01/29/2020
"I have the same insurance that I did last year, why are you charging me more than you used to if your prices haven't changed in years?"
One needs to keep a few things in mind about insurance coverage.
1. Medical insurance is a contract between three parties: the insured, the insurer, and the provider. All three agree to terms in order for it to work.
2. The insurance contract typically requires the following: the insured chooses a plan with specific costs (premiums, deductibles, co-pays and co-insurance) and benefits, the practice agrees to a non-negotiable discount determined by the insurer, after the discount the insurer pays the provider a portion of the amount billed with the remainder being assigned to the insured person according to the terms of the plan.
3. The provider doesn't decide how much the patient gets billed, the plan the patient is covered under does. The provider is obligated to charge the patient this amount, it's part of the contract and terms of getting paid by the insurance plan. If the provider fails to charge this to the patient, it risks being dropped by the insurance company.
3. A specific plan from a specific insurer can change it's terms and coverage from one year to the next.

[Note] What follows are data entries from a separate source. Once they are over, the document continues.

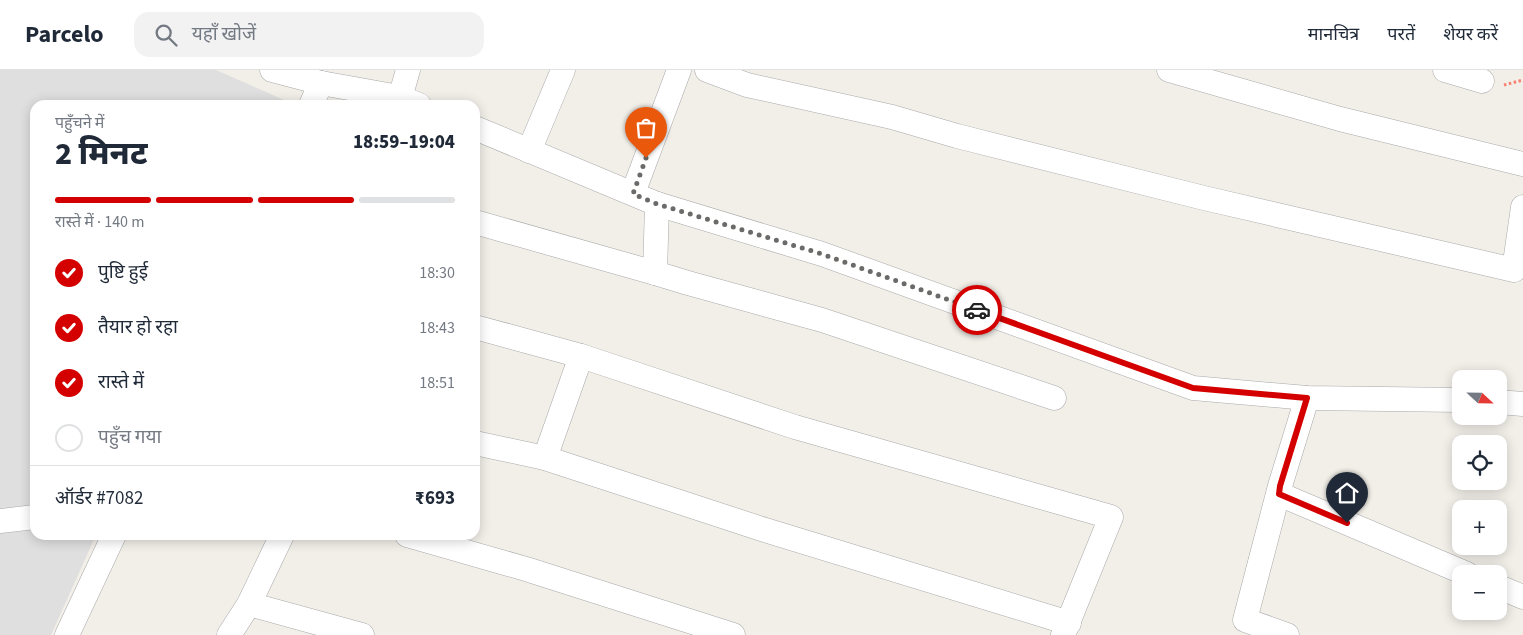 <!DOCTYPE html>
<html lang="hi">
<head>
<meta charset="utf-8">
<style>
	:root { --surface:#fff; --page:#f2f2f3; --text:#1f2937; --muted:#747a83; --line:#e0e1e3; --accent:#d40000 }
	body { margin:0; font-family:"Source Sans 3","Noto Sans Devanagari",sans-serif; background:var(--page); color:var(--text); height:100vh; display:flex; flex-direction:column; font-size:19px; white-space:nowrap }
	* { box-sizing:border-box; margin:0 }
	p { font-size:16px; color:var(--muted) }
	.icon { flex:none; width:28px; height:28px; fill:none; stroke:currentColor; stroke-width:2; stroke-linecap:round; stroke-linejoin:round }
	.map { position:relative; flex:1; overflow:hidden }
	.panel { position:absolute; left:30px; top:30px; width:450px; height:440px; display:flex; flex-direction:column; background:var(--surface); border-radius:15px; box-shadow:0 2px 12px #0003 }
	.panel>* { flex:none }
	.needle { width:32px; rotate:112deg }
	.fabs { position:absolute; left:1452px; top:300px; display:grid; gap:10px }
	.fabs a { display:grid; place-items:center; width:55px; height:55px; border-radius:10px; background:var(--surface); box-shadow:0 2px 12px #0003; font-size:25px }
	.pin { position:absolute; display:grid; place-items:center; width:42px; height:42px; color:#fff; margin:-51px -21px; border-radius:50% 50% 50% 0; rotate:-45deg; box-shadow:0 0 5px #0007 }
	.pin .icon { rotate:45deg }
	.courier { position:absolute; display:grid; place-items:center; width:50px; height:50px; margin:-25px; border:4px solid #d40000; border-radius:50%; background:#fff; color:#222; box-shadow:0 1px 6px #0007 }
	.summary em { font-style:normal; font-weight:800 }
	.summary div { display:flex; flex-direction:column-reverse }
	.summary { display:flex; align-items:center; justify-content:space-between; height:85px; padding:0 25px }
	h1 { font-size:32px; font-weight:800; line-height:38px }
	.bar { display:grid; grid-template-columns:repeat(4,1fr); gap:8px 5px; align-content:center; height:60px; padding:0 25px }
	.bar i { height:6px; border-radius:4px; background:var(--line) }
	.bar .selected { background:var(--accent) }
	.bar p { grid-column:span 4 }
	.line { display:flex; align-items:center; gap:12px; padding:0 25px; border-top:1px solid var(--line) }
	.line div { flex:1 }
	ol { padding:0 25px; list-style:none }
	li { display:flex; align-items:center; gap:15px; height:55px }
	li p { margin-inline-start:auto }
	li .icon { padding:5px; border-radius:50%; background:var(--accent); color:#fff; stroke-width:4 }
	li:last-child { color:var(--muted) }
	li i { width:28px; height:28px; border:2px solid var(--line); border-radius:50% }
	header { display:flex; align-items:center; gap:30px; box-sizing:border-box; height:70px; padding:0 25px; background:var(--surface); border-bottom:1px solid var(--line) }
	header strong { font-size:24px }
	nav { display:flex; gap:28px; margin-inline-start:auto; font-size:18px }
	.search { width:350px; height:45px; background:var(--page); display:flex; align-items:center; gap:12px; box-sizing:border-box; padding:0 18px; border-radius:15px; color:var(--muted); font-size:19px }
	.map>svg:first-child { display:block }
	.residential { fill:#e0dfdf }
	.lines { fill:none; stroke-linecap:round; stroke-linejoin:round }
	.minor-casing { stroke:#a9a9a9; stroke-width:25 }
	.path { stroke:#fa8072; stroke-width:3; stroke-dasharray:2.5 2.5; stroke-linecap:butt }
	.minor { stroke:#fff; stroke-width:24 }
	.done { stroke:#6b6a68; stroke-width:5; stroke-dasharray:0 9 }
	.route { stroke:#d40000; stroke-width:6 }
</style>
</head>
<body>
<header>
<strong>Parcelo</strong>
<div class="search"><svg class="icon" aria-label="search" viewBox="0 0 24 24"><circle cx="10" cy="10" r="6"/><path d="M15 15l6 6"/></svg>यहाँ खोजें</div>
<nav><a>मानचित्र</a><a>परतें</a><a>शेयर करें</a></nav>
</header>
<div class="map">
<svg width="1523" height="565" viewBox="0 0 1523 565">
	<rect width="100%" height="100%" fill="#f2efe9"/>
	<path class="residential" d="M0,0H216L291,33L290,35H35V465H96L51,565H0Z"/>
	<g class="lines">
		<g class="minor-casing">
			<g id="minor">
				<path d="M272,0L321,13L399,27L419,35"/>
				<path d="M707,0L747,15L892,47L957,66L1204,128L1514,200L1523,137"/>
				<path d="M1169,0L1340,49L1523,94"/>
				<path d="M1445,0L1482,11"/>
				<path d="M311,35L321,13"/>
				<path d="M398,35L408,0"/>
				<path d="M475,58L657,134L822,184L1193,318L1307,328L1461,330"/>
				<path d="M529,81L563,0"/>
				<path d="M633,123L679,0"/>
				<path d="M475,152L655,203L688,213L822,250L1054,328"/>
				<path d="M655,203L657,134"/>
				<path d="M475,257L581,286L795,357L1111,447L1063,565"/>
				<path d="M1499,332L1523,334"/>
				<path d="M475,373L545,388L765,460L1069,553"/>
				<path d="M545,388L581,286"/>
				<path d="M1279,424L1467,504"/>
				<path d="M0,451L35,447"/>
				<path d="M407,465L526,499L733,565"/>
				<path d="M1499,517L1523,527"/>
				<path d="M249,534L362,565"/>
				<path d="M67,565L114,465"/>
				<path d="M229,565L249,534L282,465"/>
				<path d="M1287,565L1245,550L1280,416L1307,328"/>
			</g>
		</g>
		<path class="path" d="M1504,15L1523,10"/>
		<use href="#minor" class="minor"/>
	</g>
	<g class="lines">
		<path class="done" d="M646,88L633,124L657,134L822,184L977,240"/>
		<path class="route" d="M977,240L1193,318L1307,328L1280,416L1279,424L1347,453"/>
	</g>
</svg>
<div class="fabs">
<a><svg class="needle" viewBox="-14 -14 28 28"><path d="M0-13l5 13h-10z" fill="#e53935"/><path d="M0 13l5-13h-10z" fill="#747a83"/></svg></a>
<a><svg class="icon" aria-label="locate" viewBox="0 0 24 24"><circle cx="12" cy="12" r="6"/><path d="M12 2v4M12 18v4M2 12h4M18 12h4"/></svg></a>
<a>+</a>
<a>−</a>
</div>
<div class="pin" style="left:646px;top:88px;background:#ea580c"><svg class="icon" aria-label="bag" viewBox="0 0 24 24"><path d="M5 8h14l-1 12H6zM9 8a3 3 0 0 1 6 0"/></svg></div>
<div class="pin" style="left:1347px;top:453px;background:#1f2937"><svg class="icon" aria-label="home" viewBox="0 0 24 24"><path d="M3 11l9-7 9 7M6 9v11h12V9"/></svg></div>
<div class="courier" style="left:977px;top:240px"><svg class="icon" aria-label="car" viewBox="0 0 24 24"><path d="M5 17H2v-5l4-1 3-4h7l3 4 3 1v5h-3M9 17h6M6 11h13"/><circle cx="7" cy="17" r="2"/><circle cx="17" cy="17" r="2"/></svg></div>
<section class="panel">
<div class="summary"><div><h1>2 मिनट</h1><p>पहुँचने में</p></div><em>18:59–19:04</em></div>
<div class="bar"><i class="selected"></i><i class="selected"></i><i class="selected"></i><i></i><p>रास्ते में · 140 m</p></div>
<ol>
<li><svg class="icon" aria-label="check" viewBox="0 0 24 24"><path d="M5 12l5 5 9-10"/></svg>पुष्टि हुई<p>18:30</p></li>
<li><svg class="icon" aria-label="check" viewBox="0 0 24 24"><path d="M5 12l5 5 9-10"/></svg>तैयार हो रहा<p>18:43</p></li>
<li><svg class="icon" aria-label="check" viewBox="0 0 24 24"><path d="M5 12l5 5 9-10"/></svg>रास्ते में<p>18:51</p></li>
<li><i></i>पहुँच गया</li>
</ol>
<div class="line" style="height:65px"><div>ऑर्डर #7082</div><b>₹693</b></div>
</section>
</div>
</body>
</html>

4. This year you might have a different plan from the same insurance company which has different terms, which require you to pay a different amount.

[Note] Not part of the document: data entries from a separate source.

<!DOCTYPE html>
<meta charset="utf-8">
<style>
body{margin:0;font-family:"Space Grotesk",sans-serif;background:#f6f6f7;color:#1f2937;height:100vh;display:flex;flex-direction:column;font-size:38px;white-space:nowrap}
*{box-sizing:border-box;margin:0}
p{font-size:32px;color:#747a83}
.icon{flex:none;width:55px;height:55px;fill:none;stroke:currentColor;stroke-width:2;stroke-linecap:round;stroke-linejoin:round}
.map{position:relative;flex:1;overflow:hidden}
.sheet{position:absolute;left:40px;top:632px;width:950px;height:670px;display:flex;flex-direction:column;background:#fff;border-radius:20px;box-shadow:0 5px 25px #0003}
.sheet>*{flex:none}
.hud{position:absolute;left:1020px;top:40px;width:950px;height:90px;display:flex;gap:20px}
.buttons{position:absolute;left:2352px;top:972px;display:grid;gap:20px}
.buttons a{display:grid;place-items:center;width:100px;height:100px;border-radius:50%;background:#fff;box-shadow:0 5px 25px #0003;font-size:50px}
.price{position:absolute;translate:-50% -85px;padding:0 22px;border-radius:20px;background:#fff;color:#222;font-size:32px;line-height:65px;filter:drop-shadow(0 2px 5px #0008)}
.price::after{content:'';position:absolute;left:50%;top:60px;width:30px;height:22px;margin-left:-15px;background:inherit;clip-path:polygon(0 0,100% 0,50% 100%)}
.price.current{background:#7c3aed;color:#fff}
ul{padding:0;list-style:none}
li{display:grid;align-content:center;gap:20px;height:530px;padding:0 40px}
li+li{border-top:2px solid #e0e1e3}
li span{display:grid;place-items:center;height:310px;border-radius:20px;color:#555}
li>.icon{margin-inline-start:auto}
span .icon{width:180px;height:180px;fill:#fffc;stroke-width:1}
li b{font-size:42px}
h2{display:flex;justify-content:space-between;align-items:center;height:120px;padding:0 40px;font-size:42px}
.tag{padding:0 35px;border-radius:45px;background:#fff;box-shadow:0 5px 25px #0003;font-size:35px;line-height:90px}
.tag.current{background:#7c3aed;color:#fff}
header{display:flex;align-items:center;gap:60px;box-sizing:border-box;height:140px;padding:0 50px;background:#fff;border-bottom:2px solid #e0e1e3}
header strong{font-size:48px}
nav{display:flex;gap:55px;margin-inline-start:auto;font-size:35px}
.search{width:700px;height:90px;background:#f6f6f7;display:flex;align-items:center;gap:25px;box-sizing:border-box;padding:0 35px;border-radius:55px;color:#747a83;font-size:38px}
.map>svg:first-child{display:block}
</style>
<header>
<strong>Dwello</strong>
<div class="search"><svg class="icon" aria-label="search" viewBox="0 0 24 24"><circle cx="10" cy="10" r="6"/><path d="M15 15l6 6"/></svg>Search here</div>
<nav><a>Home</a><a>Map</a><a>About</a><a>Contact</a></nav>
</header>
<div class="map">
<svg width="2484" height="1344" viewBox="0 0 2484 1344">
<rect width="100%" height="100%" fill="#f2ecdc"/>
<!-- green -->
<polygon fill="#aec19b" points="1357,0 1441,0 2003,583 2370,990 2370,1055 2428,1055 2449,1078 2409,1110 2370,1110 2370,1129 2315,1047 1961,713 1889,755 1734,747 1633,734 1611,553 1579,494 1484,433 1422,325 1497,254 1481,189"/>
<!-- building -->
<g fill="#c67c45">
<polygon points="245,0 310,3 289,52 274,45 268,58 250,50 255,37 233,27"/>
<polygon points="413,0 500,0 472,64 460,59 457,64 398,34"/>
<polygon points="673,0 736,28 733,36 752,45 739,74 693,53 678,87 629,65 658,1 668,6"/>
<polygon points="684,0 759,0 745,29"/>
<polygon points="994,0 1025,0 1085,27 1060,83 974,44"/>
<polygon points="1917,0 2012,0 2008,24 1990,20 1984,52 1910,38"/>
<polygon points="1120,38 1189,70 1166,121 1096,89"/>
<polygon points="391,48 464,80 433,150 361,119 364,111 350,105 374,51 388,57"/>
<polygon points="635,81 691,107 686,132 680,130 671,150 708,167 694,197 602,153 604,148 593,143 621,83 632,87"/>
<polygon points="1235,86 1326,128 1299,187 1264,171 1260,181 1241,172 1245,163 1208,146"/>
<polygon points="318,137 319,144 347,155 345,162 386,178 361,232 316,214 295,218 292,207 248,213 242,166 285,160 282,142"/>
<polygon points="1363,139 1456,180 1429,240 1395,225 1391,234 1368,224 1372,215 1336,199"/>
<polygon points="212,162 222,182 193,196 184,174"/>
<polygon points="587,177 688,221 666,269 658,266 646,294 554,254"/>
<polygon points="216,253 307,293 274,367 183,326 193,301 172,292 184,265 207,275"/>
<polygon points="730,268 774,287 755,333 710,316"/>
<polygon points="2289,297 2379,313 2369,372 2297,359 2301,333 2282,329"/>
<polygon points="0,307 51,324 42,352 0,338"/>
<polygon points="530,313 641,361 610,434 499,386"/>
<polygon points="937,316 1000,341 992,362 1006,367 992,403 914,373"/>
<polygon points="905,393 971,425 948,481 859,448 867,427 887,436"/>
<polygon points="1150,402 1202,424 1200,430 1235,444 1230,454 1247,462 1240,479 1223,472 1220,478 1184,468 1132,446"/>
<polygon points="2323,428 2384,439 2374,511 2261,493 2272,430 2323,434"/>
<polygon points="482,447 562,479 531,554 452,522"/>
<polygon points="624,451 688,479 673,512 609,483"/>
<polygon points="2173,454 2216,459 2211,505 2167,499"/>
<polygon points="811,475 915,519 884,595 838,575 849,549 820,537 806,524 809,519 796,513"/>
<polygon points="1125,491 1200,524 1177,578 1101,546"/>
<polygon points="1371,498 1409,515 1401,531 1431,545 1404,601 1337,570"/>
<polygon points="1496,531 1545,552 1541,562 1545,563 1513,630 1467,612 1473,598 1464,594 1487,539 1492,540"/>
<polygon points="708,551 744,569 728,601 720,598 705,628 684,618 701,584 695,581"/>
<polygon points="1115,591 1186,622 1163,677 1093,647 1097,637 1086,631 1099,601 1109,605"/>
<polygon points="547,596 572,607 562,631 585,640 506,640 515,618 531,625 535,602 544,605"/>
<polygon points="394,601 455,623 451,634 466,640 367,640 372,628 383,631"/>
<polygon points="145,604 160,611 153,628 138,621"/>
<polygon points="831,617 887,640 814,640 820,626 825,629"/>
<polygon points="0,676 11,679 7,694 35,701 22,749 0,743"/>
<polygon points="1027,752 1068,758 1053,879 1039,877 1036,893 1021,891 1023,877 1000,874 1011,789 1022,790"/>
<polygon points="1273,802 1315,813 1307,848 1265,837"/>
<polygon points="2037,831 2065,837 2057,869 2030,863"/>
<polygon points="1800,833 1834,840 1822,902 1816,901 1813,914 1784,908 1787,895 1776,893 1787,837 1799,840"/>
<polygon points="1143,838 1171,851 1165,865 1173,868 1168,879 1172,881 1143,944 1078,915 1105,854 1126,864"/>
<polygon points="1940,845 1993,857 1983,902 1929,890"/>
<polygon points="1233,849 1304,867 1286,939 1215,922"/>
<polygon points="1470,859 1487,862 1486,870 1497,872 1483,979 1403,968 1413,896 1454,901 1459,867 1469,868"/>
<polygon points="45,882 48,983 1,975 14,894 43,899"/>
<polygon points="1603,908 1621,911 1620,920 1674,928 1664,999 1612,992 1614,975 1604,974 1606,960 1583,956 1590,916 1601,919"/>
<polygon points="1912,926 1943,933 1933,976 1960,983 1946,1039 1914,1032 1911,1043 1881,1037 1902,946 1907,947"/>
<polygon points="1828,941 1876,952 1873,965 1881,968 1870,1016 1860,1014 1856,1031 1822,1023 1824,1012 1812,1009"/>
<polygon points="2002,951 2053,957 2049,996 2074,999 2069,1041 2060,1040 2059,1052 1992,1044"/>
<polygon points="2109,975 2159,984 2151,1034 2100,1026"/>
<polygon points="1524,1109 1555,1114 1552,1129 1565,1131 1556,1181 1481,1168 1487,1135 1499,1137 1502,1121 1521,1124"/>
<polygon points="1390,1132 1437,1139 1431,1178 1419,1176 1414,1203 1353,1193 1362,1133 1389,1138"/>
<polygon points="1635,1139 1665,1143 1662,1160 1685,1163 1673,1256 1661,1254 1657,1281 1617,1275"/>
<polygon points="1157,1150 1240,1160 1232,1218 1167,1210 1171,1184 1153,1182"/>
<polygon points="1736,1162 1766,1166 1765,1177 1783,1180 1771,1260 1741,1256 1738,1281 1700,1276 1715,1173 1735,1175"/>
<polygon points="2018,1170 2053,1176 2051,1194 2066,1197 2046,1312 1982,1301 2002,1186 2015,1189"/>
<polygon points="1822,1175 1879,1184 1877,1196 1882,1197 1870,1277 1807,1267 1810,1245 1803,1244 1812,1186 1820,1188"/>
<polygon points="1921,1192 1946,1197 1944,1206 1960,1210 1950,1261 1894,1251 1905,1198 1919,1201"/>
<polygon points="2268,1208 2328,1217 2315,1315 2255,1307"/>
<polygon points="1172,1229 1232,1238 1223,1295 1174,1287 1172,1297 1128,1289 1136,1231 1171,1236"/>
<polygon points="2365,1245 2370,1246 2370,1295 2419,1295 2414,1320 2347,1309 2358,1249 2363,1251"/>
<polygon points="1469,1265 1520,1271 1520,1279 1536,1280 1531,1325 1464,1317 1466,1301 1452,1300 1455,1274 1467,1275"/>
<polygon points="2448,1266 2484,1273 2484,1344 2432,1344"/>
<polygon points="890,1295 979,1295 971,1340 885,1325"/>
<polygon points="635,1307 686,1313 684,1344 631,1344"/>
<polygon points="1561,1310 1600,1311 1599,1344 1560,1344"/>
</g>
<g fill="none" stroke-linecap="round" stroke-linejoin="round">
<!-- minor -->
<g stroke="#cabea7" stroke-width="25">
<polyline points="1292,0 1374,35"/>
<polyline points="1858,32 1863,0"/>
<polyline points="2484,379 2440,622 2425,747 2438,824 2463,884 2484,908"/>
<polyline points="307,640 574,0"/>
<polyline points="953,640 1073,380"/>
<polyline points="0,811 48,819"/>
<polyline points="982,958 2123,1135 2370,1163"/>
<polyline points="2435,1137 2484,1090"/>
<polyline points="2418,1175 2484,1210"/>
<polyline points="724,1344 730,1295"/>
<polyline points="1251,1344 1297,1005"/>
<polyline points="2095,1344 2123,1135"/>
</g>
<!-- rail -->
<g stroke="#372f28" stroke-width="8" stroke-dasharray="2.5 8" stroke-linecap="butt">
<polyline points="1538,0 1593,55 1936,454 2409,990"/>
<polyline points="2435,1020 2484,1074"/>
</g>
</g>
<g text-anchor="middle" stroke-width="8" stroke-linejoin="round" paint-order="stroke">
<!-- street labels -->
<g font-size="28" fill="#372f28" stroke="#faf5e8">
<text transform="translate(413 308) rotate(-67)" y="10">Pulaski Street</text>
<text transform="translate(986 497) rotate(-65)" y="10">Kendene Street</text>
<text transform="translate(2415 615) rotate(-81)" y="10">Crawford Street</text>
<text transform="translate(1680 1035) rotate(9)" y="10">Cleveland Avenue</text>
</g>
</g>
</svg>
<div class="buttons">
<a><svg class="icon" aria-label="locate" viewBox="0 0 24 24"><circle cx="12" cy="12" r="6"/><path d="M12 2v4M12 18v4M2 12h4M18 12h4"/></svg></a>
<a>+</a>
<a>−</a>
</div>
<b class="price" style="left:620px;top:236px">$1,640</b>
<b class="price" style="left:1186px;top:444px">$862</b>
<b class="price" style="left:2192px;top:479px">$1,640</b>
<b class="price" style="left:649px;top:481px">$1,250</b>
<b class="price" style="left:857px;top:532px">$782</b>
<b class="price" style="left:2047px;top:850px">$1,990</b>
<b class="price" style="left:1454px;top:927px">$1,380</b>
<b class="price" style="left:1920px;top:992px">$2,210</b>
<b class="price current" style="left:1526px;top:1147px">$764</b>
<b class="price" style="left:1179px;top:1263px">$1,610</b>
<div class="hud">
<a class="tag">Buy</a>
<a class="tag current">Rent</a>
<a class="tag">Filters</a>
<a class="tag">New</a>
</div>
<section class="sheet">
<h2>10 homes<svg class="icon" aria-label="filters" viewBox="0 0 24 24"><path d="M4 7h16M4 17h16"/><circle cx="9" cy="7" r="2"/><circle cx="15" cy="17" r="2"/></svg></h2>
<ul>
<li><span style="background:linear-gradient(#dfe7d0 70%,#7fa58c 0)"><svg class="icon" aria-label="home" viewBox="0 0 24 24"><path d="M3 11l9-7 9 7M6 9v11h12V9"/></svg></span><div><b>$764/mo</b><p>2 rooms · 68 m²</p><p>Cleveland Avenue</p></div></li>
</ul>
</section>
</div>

5. In summary, an insurance plan requires the patient pay the insurance company (premiums), the provider performs therapy for the patient (treatment), the provider accepts a discounted value for claims (adjustments), the insurer pays the provider (benefits), and the patient pays the provider out-of-pocket costs (deductible, co-pays, co-insurance).
The rule of thumb for insurance plans is that the lower the premiums, the higher the patient's out of pocket costs (deductible, co-pay, co-insurance amounts). What doesn't vary is how much the provider gets paid, it just affects who pays what portions of the benefits, insurer or insured.